▶ **Prompt**:
Go through the records and copy each line where the string "image" occurs.

▶ **Supplied material**:
┌──

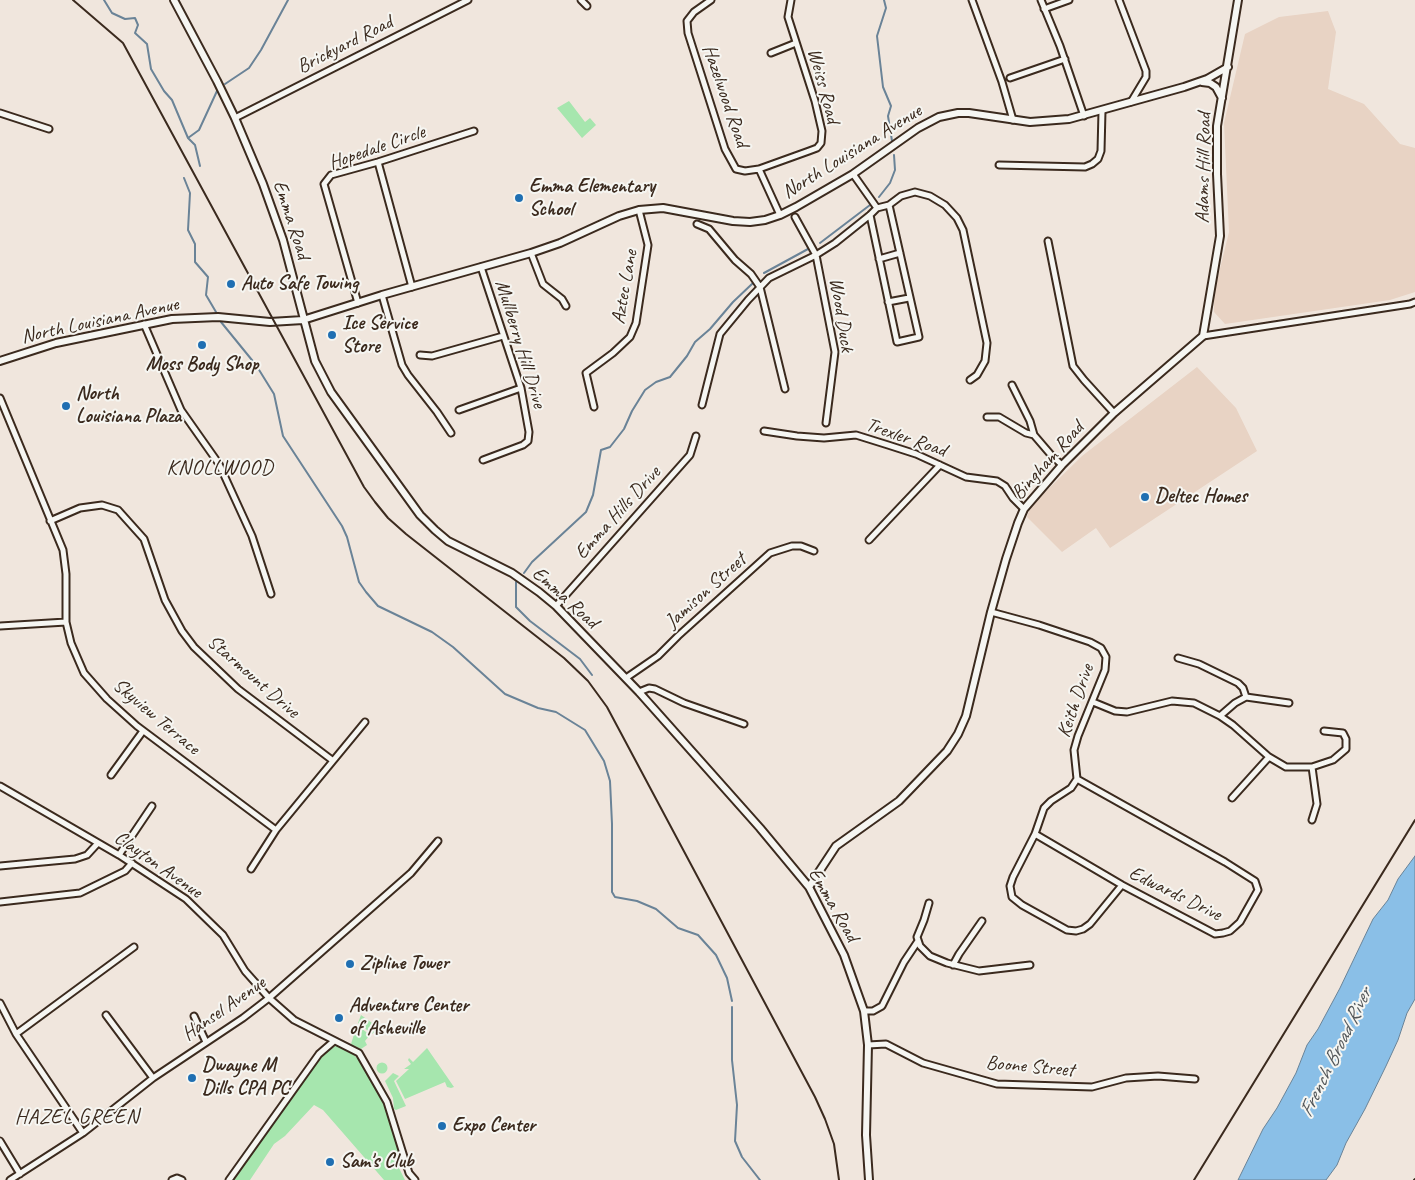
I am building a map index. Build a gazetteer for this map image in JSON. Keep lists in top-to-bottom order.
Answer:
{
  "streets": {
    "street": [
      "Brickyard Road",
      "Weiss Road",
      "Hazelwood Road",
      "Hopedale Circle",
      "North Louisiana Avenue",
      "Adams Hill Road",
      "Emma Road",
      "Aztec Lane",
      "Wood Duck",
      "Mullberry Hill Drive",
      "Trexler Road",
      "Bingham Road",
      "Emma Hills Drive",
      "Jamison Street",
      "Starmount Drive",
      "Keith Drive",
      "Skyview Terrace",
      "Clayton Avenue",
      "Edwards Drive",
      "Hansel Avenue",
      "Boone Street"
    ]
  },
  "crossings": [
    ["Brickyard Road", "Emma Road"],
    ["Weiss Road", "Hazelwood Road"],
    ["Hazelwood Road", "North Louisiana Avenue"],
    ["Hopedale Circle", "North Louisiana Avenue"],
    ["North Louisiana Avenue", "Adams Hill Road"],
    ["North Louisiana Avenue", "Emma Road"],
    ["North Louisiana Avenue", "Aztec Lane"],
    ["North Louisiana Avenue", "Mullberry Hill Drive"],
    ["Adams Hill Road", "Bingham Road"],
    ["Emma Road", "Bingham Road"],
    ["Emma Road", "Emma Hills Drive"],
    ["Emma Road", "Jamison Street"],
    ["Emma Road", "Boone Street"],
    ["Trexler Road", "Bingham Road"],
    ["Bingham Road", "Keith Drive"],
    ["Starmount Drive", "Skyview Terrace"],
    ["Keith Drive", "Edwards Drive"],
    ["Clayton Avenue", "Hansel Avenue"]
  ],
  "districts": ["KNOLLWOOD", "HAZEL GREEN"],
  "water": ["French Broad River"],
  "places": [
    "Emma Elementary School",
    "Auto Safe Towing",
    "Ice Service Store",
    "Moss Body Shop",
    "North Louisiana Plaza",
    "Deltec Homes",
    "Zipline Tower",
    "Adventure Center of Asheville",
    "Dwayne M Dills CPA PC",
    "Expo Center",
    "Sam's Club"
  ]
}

└──
┌──

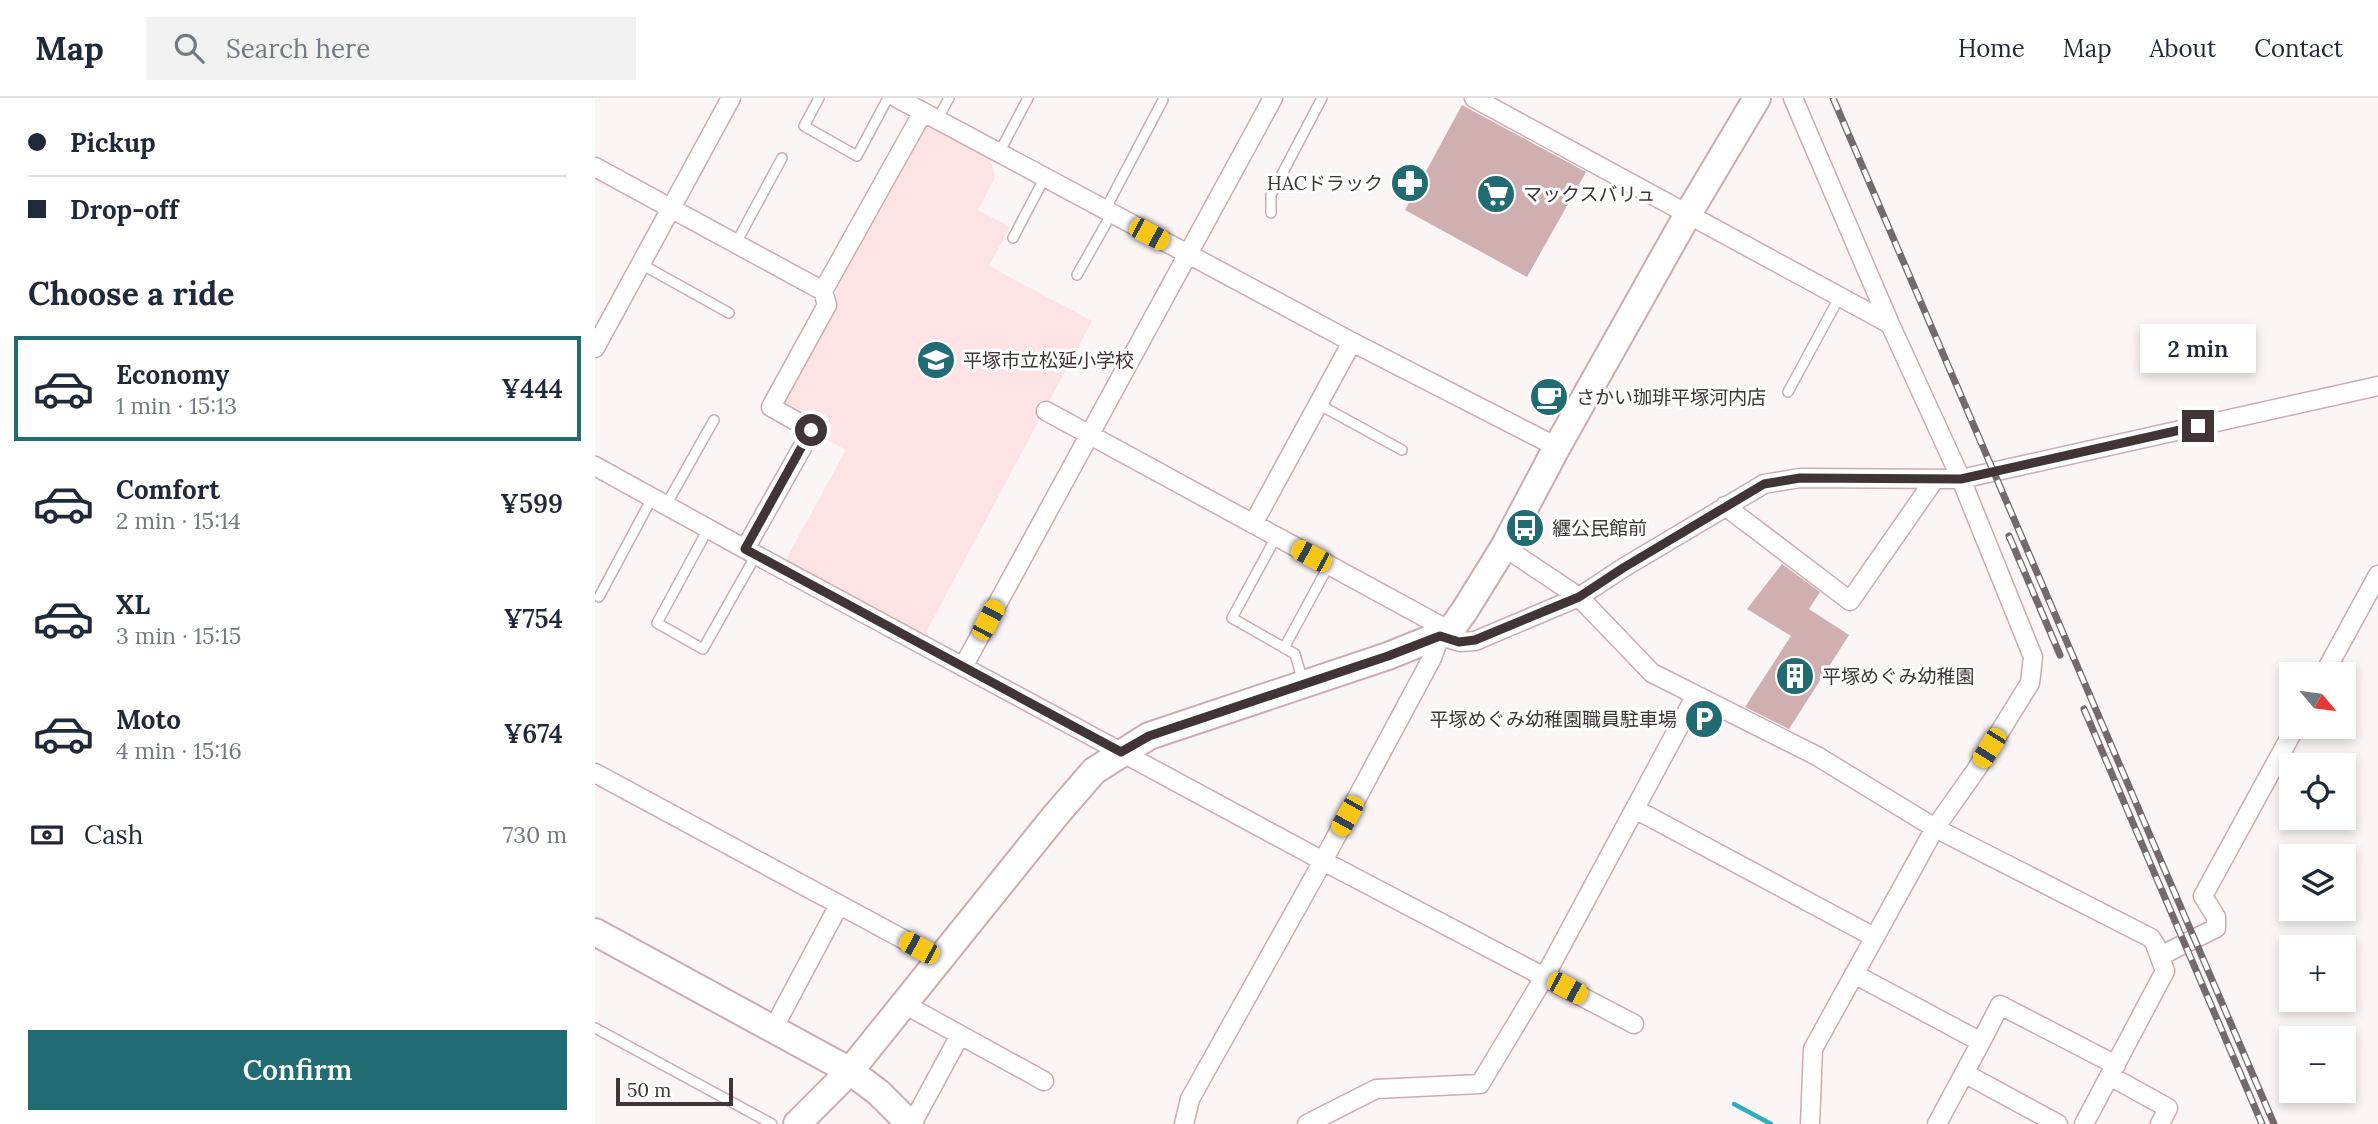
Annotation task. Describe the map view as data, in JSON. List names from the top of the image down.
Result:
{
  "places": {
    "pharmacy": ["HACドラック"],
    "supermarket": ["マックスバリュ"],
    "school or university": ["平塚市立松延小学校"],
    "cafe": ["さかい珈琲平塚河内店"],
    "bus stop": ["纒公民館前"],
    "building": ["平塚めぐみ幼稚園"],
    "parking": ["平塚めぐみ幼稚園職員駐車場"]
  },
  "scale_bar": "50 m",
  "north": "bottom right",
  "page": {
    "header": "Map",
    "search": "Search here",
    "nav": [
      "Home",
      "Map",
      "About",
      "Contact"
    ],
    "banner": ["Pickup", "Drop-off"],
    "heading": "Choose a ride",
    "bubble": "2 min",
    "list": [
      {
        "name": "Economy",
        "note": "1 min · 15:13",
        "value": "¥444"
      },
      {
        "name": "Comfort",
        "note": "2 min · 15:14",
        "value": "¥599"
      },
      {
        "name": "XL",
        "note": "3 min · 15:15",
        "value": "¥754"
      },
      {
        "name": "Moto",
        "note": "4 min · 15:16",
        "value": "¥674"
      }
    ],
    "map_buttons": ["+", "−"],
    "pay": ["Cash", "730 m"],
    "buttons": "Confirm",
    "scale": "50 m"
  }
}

└──
┌──

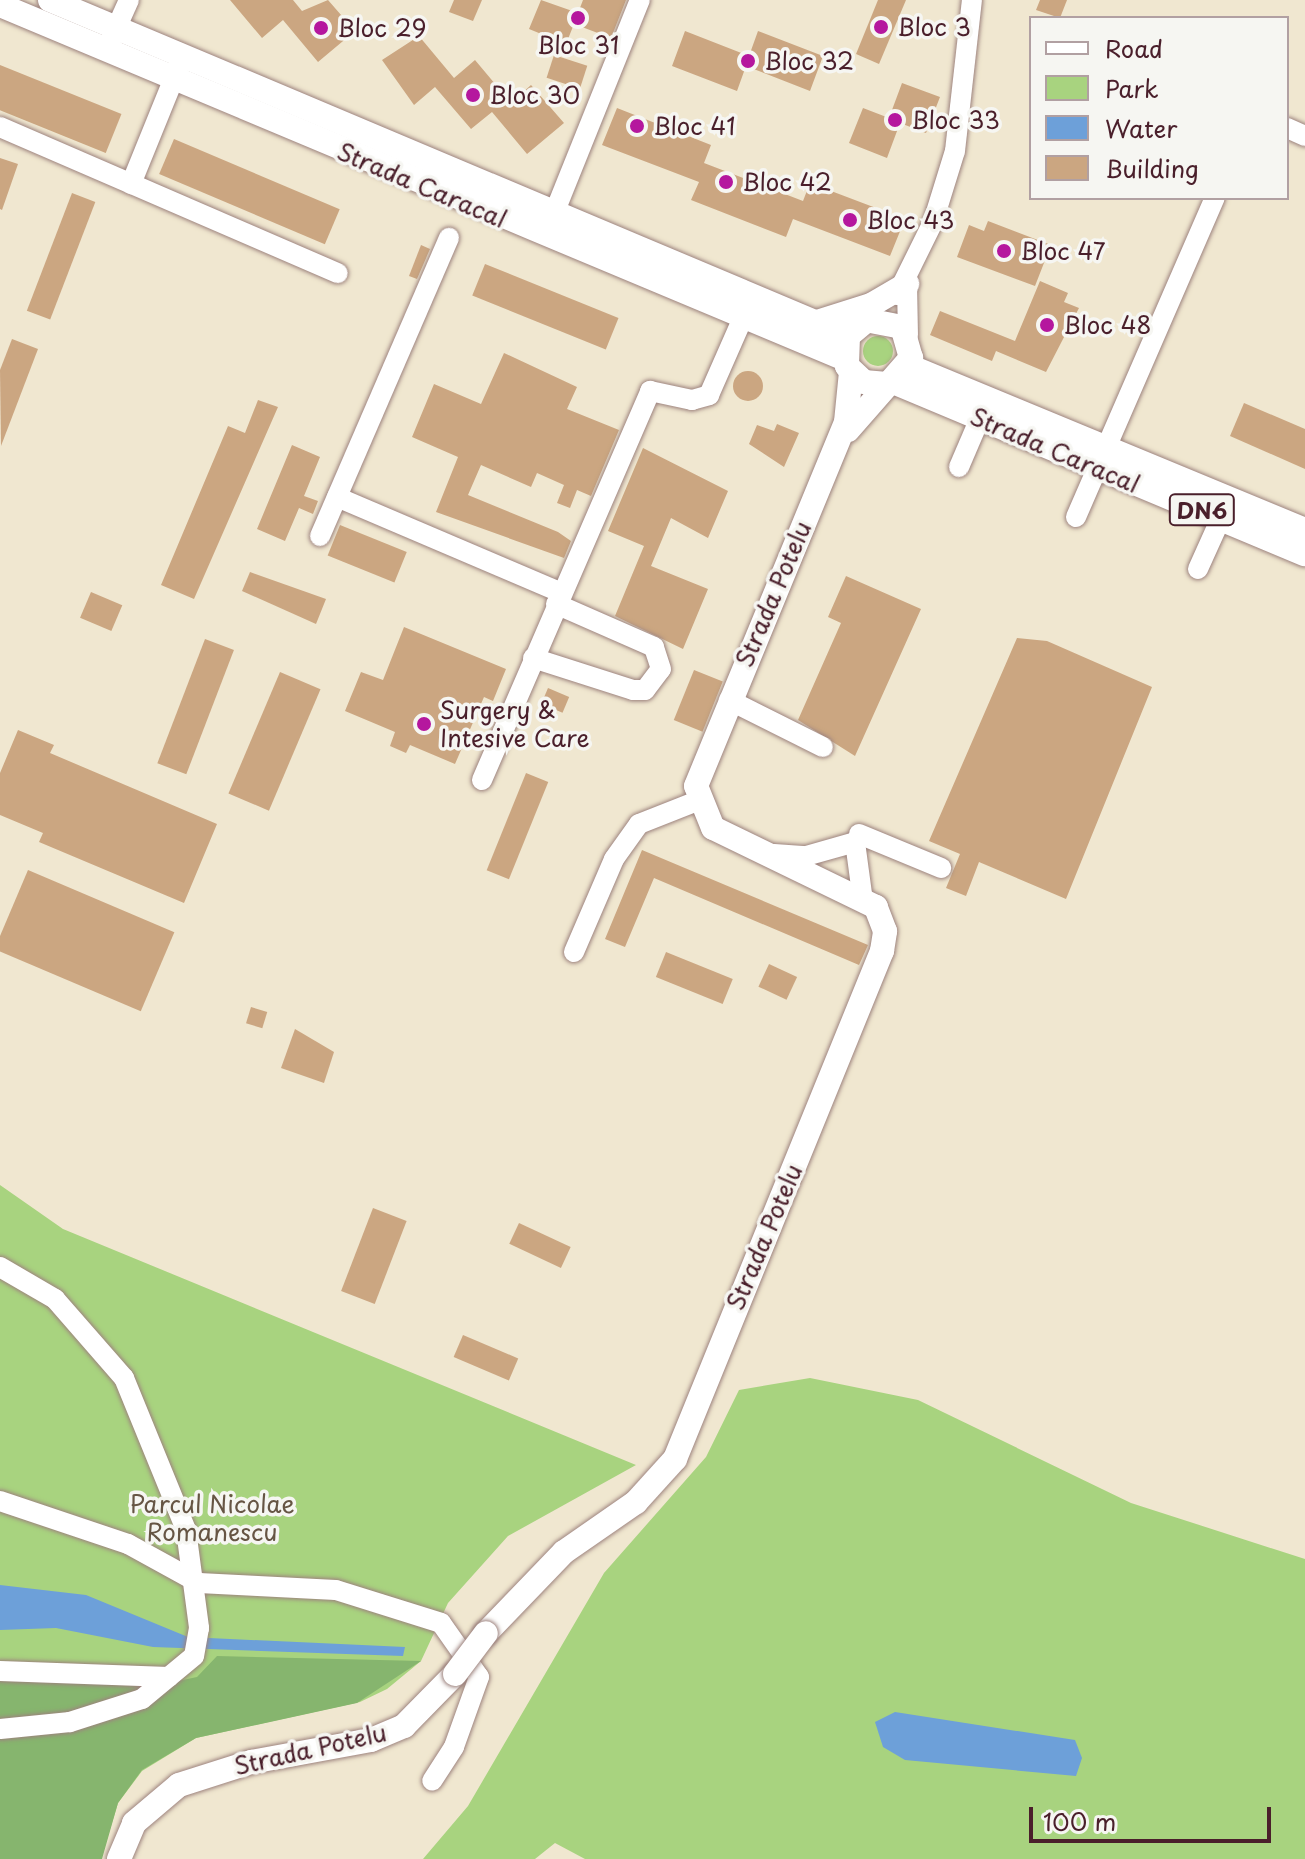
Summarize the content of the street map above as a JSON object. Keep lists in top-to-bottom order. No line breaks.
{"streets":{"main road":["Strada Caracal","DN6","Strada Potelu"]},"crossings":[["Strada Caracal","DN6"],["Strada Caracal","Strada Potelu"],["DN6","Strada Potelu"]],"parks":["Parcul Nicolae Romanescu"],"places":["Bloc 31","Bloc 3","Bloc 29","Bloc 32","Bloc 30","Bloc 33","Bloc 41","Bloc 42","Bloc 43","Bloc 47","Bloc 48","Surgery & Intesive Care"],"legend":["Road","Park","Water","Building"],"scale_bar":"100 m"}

└──

▶ **Task result**:
I am building a map index. Build a gazetteer for this map image in JSON. Keep lists in top-to-bottom order.
Annotation task. Describe the map view as data, in JSON. List names from the top of the image down.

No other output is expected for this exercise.